Мир устроен намного проще, чем кажется людям, Жак. Посмотри на мою жизнь. Сорок пять лет я живу с женщиной, хотя закон божий запрещает мне это. Но я знаю, что закон-то этот придуман не Богом, а людьми, чтобы разъединить то, что соединил сам Господь. Чтобы человек не смел голову поднять и вечно жил в страхе, как забитая собака. Так легче властвовать королю и Папе. Но не страху нас учил Иисус, а смирению, умению обуздать страсти, не дать им овладеть душой. Когда я впервые увидел Дануту, я сказал себе: «Вот та, что послана мне Богом». И это действительно оказалось так. Мы полюбили друг друга сразу, едва увидели, словно когда-то были уже знакомы. Мы прожили счастливую жизнь. Глядя на нас, молодые люди понимают, как надо жить по-божески, по закону, написанному там, на небесах. Думаешь я не заглядывался на других женщин, когда начал жить с Данутой? Смотрел, да еще как, ведь мне было-то всего двадцать четыре года! Но я понимал — один раз Господь попустительствовал мне, другого раза не будет. И я усмирял похоть, и оставался верен жене. Она была моей первой и осталась единственной женщиной. И сейчас, оглядываясь назад, я понимаю, какое это высшее счастье — всю жизнь любить одну женщину, если эта женщина послана тебе небесами! Живи мой господин, согласно зову сердца и велению души. И даже если весь мир тебя будет убеждать не делать так, но ты будешь знать, что так делать надо, делай, как говорит тебе сердце, потому что его голос — воля Всевышнего. И не думай ни о чем.

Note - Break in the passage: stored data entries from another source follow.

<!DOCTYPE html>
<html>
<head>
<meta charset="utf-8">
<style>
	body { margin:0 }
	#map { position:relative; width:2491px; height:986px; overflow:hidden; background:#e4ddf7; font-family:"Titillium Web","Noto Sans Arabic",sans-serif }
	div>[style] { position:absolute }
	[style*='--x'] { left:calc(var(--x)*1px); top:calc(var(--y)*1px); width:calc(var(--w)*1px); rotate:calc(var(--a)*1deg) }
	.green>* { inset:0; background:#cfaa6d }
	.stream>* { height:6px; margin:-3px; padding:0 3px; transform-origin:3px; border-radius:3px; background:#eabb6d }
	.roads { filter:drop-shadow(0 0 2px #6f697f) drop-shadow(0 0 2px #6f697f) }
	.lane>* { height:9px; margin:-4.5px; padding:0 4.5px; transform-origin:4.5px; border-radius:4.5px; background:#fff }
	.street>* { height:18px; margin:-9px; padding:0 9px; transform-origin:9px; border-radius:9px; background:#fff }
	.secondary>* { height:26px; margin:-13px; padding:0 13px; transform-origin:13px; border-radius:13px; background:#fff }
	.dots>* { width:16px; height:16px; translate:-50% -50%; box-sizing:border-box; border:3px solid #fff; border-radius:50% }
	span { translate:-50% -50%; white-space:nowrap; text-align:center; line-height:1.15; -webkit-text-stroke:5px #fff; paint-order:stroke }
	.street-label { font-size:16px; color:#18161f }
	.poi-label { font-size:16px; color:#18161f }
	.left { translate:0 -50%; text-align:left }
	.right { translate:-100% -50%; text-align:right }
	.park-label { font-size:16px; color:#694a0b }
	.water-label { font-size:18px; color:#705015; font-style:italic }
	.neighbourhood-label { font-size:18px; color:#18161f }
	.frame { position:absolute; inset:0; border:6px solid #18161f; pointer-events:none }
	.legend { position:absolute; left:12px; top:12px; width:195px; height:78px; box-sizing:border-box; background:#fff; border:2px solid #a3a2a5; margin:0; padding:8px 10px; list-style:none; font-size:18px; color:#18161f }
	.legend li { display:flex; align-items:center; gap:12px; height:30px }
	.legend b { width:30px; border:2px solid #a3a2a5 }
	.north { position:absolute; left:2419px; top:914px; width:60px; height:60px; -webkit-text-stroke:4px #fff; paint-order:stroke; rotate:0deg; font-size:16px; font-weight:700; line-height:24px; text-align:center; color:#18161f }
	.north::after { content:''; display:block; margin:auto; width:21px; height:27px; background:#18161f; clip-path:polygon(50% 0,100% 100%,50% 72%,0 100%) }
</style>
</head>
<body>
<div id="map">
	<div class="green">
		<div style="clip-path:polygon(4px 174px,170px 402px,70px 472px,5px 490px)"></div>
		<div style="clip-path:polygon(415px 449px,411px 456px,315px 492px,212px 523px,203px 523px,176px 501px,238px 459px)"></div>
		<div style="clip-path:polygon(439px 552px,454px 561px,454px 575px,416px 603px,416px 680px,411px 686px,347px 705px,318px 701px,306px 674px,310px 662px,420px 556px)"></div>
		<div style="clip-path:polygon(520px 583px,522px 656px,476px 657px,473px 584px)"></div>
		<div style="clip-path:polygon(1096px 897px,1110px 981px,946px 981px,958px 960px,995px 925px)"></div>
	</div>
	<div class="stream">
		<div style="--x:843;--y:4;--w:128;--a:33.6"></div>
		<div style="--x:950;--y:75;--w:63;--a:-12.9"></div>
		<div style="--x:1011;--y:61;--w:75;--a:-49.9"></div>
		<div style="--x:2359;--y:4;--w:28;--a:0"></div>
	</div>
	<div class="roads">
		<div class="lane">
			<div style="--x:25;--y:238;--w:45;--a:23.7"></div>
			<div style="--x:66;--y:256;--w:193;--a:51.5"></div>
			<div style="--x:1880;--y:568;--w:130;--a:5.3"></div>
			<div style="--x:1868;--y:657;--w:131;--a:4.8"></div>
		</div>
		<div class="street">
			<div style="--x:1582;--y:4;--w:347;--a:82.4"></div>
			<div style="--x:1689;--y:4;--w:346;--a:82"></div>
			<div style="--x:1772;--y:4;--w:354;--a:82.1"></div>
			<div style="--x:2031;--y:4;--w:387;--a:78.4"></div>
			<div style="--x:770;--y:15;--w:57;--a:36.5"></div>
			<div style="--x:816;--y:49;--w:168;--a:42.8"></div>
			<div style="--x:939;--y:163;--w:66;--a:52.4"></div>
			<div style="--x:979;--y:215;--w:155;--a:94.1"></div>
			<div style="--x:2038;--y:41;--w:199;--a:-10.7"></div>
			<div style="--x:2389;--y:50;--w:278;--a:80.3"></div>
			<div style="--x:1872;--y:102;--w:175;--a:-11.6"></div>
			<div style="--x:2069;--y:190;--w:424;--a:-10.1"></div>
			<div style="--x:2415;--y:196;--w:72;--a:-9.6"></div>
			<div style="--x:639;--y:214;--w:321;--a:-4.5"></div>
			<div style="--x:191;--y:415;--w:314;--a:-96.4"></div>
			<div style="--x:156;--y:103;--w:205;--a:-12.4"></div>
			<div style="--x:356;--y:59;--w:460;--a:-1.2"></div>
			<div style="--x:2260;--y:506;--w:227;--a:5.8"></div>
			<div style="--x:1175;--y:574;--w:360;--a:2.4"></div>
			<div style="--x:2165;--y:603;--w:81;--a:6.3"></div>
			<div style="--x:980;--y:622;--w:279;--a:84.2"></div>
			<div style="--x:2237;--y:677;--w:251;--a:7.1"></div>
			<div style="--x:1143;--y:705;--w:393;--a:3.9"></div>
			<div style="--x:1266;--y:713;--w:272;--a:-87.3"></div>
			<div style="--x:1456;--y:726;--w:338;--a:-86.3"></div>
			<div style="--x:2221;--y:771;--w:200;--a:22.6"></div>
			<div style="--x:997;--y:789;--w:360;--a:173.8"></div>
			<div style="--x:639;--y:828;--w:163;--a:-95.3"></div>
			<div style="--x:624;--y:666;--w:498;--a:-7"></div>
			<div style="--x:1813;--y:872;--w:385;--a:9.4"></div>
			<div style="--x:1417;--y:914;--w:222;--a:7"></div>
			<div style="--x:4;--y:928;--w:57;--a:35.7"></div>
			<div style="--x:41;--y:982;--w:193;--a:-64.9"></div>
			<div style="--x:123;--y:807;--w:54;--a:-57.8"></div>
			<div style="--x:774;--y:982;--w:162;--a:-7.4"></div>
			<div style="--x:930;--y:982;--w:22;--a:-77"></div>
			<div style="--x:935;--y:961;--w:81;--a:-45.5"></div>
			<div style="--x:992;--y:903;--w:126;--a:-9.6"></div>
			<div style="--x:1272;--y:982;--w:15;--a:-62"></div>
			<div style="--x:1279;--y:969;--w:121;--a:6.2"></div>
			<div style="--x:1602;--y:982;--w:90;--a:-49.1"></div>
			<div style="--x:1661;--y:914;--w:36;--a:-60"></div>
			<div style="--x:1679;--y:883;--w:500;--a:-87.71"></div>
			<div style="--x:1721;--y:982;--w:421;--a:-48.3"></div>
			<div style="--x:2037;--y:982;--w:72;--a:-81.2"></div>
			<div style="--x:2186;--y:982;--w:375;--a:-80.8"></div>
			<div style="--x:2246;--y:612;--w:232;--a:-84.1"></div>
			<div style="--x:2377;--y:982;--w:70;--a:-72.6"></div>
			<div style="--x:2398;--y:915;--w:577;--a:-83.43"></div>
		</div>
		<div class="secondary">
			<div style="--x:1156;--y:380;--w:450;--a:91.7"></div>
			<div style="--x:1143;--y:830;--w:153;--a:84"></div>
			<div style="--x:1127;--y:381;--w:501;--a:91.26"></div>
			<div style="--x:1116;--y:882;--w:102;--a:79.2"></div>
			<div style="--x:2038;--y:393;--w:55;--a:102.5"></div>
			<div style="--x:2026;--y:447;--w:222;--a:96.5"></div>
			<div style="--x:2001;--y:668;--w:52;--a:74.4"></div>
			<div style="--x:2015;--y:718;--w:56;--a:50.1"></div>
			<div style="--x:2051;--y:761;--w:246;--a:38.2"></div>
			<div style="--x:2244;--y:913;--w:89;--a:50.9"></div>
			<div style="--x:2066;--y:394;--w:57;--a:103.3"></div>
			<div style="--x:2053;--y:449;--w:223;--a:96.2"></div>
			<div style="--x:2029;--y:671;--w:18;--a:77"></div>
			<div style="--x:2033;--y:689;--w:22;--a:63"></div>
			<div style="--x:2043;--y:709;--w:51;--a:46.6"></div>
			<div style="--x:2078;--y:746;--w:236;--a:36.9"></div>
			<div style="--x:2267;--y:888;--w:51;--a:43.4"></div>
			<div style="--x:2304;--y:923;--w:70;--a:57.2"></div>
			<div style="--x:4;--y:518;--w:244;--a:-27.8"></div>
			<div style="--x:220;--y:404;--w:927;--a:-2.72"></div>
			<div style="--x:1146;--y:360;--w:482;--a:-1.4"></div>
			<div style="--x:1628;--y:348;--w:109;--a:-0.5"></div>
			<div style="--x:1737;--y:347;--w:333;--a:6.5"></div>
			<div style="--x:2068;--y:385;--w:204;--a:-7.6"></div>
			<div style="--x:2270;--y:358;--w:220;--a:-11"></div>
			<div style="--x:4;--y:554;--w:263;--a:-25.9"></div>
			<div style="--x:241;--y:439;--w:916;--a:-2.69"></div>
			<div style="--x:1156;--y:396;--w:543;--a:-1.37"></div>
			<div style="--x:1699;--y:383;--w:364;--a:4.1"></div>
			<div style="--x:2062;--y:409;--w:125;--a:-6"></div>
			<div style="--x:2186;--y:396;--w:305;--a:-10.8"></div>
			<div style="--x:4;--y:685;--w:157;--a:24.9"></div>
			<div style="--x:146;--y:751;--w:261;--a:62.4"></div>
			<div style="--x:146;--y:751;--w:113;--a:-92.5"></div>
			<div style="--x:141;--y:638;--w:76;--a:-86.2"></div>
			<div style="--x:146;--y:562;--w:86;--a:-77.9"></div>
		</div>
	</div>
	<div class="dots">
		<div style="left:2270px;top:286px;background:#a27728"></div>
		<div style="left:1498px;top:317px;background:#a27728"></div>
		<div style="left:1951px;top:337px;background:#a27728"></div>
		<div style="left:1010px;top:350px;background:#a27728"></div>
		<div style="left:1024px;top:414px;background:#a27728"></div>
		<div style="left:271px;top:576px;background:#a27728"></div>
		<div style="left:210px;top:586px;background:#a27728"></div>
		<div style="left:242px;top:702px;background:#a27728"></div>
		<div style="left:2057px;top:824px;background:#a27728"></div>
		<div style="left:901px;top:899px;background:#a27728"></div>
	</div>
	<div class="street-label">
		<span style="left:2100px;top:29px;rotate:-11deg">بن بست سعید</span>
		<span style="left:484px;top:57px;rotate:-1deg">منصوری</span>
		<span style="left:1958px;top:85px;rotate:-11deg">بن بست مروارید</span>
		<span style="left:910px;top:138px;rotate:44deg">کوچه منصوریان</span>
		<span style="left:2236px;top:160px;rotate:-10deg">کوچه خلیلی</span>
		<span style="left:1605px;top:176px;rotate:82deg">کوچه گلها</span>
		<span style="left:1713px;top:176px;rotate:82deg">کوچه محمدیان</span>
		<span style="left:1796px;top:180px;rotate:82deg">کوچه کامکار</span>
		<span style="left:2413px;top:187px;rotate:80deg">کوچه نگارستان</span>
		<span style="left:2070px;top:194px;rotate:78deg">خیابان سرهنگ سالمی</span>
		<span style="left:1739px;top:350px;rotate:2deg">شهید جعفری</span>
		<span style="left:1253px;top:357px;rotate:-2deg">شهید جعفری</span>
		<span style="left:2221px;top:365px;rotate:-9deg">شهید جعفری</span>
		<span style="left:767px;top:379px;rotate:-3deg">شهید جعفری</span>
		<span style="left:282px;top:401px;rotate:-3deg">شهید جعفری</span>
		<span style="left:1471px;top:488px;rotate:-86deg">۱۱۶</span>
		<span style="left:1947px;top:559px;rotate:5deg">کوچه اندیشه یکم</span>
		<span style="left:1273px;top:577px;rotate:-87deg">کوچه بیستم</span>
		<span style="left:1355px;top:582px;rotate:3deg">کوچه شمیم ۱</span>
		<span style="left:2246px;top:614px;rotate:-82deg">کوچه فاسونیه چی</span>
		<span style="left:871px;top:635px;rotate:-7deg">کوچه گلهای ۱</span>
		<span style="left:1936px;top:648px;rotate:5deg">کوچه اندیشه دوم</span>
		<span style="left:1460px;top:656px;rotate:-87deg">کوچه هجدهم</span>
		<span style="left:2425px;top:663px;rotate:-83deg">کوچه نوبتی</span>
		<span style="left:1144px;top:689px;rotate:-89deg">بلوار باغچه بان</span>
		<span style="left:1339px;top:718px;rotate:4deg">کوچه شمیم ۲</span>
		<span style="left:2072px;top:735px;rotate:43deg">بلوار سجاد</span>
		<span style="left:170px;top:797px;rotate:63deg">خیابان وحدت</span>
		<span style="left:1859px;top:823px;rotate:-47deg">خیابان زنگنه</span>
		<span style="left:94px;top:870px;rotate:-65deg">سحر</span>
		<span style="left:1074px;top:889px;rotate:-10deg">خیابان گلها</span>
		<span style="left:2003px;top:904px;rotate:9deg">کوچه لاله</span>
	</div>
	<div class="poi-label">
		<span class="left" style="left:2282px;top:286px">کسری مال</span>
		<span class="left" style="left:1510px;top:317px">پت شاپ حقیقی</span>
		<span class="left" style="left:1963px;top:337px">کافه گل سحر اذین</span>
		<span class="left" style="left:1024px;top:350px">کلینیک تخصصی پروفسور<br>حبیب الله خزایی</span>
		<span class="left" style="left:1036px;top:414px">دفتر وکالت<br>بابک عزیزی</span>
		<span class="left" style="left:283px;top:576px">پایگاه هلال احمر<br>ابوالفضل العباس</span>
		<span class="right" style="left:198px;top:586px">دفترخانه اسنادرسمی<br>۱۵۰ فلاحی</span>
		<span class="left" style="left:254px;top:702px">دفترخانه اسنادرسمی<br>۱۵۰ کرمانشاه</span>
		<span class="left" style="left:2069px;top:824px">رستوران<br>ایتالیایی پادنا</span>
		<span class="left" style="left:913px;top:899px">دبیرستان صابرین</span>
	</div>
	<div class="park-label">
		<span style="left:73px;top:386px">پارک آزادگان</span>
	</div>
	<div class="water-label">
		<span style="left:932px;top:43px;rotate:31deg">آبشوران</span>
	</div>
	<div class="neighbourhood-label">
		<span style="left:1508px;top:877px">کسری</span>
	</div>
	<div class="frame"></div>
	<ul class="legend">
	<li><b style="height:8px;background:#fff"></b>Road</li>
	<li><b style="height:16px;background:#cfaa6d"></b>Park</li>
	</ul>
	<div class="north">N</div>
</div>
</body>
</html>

Господь никогда не оставит тебя. И твое чудесное возвращение прошлым летом — есть очевидное подтверждение моим словам. Ты все сделал правильно. Иначе ты не смог бы вернуться.
Я шел в замок счастливым. Сырой ветер дул в лицо, сапоги проваливались в серый, льдистый снег. В такую погоду хорошо сидеть дома, у камина. Но я не замечал непогоды, неся два сокровища — одно в душе, другое подмышкой, в треснувшем кожаном переплете. В замке, уединившись, я выпил горячего вина, завернулся в плед, зажег в подсвечнике все двенадцать свечей, сел в кресло и открыл книгу. Я не забыл латынь, хвала Гиллелю. Я водил пальцем по строчкам, и вспоминая забытые слова, читал, сначала по складам, а потом, постепенно, уже бегло, «Государство» Платона, и казалось, откровение божие сходит на меня. Теперь я тоже знал, а значит, кое-что мог.
В конце февраля в Шюре прибыла артель каменщиков. Я посылал за ними человека в Дижон. Мастера артели звали Эдуардом. Это был рослый шотландец, еще ребенком вывезенный с острова, свободно владевший шотландским, английским, немецким и французским языками, великолепно понимавший латынь. Он приглянулся мне сразу, едва мы познакомились, ибо в нем чувство собственного глубокого достоинства и образованности сочеталось со скромностью и непритязательностью. Первое впечатление не оказалось обманчивым. Мастер Эдуард был именно таким человеком, каким старался казаться. Подобно рыцарю, он трепетно относился ко всему, что касалось чести, как его собственной, так и его артели, ложи, как он ее называл. Но во всем остальном — в еде, быту, манере одеваться, он был прост и безропотно мог довольствоваться самым необходимым.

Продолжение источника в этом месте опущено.